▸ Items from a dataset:
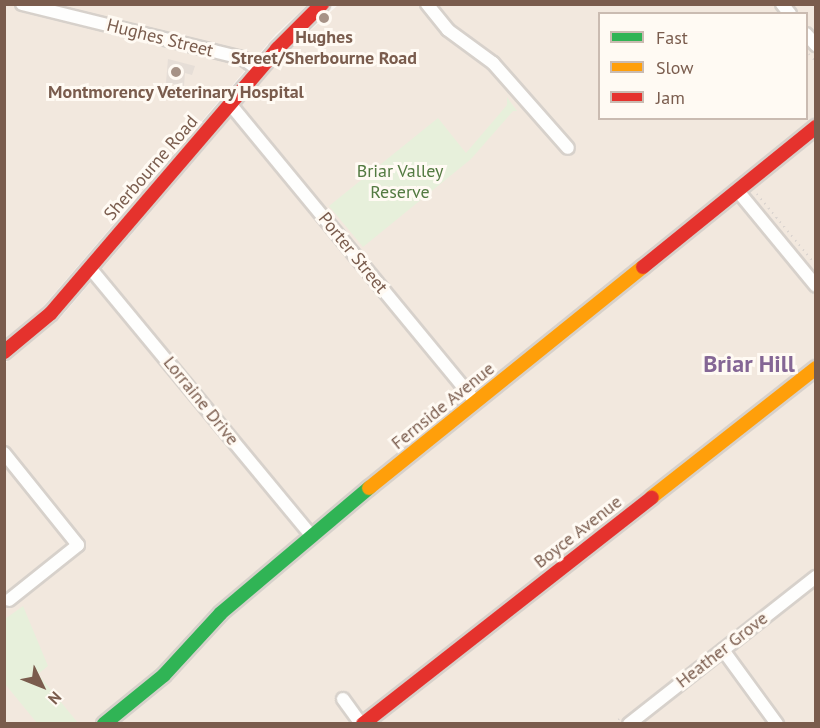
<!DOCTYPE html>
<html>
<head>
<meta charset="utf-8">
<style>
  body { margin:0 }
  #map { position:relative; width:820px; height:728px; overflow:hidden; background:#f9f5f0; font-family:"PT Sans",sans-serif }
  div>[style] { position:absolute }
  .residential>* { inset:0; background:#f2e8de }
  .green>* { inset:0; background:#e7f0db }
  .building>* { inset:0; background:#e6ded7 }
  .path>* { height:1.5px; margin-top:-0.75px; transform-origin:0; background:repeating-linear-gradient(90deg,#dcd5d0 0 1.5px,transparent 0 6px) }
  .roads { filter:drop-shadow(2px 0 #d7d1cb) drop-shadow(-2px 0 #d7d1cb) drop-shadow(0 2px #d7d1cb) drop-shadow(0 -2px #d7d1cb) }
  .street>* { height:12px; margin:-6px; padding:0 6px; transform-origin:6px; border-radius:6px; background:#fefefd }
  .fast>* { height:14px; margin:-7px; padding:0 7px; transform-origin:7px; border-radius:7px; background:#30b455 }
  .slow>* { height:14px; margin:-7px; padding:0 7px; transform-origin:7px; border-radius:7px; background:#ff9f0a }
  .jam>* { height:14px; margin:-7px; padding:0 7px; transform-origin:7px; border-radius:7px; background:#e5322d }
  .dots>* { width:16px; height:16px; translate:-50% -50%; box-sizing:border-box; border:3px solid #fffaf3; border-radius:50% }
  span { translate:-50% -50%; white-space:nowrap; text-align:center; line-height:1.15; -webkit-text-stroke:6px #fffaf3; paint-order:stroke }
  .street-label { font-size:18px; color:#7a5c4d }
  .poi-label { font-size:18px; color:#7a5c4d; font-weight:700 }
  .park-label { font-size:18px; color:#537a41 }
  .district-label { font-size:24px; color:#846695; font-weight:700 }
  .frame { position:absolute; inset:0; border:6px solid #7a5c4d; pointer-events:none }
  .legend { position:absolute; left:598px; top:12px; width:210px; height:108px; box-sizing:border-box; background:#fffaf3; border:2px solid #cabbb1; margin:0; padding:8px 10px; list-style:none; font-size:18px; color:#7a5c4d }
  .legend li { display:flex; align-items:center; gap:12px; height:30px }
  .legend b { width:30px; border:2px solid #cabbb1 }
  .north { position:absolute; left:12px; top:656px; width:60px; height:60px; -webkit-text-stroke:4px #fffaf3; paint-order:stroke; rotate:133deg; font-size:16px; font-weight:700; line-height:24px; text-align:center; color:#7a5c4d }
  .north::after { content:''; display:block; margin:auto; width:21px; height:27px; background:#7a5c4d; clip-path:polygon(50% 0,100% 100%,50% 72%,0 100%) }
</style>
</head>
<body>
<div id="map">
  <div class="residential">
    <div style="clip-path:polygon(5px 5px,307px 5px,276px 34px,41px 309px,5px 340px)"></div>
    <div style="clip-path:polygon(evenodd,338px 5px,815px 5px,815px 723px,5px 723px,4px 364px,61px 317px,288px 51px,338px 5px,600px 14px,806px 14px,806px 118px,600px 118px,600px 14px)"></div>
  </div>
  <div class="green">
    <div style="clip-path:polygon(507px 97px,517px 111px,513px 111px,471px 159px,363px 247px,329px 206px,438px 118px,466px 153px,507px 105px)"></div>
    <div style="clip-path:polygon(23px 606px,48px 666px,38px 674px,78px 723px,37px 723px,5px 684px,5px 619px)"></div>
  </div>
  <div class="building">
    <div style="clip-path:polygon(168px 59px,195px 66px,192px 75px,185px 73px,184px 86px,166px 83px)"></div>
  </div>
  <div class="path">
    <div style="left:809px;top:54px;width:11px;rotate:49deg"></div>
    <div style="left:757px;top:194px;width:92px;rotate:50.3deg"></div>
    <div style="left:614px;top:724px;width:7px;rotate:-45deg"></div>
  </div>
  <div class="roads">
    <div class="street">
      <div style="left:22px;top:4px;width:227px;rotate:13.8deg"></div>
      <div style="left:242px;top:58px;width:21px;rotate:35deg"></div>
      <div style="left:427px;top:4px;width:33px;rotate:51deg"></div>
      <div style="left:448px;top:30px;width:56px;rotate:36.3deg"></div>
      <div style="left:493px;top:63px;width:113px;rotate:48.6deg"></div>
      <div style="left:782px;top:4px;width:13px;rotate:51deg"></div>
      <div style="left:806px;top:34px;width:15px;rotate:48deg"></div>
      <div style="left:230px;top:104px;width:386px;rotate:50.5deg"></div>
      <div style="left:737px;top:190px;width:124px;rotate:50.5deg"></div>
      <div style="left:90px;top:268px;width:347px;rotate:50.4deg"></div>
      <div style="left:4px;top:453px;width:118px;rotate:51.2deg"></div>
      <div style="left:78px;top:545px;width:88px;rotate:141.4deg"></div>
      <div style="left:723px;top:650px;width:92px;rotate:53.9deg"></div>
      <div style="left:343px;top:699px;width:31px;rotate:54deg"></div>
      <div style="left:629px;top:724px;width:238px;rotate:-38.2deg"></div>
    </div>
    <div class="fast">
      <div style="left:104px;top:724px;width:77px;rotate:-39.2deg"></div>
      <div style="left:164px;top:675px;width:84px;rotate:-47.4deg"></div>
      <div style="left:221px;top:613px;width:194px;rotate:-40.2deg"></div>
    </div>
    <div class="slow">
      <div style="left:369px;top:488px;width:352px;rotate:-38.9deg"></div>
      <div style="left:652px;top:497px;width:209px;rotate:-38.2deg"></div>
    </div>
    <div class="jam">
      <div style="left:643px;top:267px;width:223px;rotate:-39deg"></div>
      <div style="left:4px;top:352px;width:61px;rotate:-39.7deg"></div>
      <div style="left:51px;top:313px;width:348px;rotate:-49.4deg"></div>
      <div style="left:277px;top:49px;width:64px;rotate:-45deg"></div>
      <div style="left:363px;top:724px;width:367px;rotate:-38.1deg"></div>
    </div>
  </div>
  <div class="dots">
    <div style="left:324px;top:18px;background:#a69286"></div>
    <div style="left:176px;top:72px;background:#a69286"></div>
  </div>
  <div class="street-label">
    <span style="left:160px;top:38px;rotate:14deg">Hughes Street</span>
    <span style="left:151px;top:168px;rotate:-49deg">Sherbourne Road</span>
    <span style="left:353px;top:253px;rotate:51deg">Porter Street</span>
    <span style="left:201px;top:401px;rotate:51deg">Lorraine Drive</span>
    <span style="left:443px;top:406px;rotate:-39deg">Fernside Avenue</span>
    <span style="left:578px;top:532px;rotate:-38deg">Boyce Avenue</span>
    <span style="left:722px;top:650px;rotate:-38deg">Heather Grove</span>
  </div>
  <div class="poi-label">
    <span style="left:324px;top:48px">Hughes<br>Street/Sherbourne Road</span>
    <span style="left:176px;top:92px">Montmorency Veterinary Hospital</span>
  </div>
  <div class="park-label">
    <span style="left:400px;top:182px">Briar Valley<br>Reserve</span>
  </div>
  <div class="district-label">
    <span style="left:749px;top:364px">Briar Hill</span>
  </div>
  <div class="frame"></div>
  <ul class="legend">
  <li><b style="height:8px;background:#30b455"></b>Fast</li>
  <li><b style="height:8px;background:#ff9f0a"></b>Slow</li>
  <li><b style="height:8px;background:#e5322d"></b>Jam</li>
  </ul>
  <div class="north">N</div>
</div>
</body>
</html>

▸ TASK OBJECTIVE:
Out of the preceding entries, pull each line that contains the word "district".

▸ EXERCISE OUTPUT:
  .district-label { font-size:24px; color:#846695; font-weight:700 }
  <div class="district-label">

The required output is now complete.